** Records to use follows **

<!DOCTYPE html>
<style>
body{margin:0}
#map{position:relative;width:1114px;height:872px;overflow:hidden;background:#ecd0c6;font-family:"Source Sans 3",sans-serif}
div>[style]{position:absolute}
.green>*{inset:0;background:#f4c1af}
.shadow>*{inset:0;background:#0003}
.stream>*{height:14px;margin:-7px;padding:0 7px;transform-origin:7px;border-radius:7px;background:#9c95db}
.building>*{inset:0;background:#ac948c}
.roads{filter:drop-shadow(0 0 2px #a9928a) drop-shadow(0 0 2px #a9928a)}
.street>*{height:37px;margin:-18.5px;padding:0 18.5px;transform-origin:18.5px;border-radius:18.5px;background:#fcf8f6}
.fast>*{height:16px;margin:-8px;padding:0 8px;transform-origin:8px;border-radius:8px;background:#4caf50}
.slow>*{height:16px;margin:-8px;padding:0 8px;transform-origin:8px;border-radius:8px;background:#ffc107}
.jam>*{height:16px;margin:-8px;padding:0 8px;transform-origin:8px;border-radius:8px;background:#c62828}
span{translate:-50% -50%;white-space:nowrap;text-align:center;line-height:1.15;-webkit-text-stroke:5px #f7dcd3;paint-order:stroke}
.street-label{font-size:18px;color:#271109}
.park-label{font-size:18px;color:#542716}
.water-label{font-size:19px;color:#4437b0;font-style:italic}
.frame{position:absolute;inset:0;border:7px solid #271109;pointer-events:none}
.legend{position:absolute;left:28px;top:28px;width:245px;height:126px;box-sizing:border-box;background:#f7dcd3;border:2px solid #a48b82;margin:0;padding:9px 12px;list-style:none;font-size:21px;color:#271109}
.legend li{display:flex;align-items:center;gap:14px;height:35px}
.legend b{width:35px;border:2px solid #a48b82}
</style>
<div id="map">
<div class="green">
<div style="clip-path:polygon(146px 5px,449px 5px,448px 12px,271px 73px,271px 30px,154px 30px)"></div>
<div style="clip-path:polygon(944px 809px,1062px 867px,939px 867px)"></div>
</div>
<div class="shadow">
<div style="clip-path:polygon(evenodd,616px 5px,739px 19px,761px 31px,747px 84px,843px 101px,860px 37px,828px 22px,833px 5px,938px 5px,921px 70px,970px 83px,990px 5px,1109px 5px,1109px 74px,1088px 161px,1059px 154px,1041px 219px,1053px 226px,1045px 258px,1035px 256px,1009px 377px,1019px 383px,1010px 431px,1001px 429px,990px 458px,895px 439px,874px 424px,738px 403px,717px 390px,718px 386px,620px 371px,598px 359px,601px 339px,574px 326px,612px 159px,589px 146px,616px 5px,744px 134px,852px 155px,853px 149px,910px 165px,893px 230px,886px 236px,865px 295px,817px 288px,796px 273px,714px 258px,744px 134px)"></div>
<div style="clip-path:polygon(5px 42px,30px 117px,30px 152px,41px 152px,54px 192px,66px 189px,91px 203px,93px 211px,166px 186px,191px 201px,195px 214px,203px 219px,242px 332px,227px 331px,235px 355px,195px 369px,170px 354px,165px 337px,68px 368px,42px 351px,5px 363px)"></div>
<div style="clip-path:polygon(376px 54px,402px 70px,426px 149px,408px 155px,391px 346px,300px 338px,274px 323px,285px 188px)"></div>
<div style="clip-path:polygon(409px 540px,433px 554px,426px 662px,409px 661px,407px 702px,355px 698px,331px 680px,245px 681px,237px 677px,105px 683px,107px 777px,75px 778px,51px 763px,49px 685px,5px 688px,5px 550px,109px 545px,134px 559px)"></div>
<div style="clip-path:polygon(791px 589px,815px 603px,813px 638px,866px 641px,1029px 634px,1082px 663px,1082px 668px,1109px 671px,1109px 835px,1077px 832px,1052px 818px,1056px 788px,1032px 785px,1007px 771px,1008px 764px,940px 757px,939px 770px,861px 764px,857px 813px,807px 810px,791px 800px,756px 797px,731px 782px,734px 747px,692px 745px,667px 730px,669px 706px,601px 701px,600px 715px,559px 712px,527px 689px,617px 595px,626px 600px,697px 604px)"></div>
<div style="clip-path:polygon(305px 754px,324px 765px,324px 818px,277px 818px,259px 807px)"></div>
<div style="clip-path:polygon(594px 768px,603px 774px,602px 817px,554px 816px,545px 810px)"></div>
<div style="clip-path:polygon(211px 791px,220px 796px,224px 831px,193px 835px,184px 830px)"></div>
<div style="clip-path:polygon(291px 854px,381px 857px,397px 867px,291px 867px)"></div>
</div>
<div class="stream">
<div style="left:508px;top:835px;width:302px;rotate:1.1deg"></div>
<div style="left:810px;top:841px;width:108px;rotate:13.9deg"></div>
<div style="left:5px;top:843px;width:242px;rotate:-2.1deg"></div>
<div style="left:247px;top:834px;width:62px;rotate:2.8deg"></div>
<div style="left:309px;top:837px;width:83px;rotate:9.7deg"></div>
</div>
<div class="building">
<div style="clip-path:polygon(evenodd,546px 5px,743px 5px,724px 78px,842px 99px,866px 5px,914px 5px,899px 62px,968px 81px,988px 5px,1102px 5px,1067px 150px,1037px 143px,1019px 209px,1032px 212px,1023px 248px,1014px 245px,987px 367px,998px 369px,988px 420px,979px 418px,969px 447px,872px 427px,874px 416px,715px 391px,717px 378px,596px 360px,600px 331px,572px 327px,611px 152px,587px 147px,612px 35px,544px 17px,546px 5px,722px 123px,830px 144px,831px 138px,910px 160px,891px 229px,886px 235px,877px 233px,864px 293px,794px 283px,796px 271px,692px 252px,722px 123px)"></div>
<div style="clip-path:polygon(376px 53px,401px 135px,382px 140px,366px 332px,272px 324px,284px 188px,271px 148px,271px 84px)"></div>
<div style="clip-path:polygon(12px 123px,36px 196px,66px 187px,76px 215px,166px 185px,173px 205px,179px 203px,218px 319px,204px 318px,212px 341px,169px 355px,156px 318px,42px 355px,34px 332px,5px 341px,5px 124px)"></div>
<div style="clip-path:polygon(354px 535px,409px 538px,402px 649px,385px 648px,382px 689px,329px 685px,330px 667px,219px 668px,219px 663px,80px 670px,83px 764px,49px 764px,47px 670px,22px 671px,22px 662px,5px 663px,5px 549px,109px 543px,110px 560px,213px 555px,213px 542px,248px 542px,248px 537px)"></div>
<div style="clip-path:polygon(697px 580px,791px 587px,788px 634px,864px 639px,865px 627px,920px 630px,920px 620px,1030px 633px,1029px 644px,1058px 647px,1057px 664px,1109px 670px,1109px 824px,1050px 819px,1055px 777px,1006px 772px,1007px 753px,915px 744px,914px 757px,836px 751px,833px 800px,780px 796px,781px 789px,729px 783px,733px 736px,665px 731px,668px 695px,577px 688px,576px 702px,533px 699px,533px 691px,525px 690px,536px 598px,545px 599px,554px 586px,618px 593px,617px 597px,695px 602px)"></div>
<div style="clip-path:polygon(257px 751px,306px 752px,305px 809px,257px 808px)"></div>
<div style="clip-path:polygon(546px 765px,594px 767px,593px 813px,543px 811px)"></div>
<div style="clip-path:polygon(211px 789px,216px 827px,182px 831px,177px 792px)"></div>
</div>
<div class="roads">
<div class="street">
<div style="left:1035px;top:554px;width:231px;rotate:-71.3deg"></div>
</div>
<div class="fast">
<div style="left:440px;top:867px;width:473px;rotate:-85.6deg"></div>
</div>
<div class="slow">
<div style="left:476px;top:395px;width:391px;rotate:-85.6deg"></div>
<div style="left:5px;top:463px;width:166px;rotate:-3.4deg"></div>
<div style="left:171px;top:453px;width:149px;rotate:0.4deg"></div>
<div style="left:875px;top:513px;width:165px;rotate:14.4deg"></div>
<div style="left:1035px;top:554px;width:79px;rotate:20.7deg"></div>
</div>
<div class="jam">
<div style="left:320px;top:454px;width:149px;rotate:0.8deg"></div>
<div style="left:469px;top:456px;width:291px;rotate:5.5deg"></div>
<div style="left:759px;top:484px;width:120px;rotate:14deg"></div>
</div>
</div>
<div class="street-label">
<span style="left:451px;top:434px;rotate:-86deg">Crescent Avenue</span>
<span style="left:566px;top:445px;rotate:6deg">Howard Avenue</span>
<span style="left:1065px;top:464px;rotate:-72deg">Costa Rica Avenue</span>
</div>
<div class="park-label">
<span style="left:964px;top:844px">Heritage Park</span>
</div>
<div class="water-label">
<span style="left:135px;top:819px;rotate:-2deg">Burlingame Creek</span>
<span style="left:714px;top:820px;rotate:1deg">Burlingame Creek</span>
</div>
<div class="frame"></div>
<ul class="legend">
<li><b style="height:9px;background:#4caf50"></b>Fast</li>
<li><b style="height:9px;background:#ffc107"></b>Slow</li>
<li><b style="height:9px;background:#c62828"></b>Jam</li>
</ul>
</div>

** End of Records to use **

Activity:
Check each line of the records above for "stream", and copy those that have it.

Exercise response:
.stream>*{height:14px;margin:-7px;padding:0 7px;transform-origin:7px;border-radius:7px;background:#9c95db}
<div class="stream">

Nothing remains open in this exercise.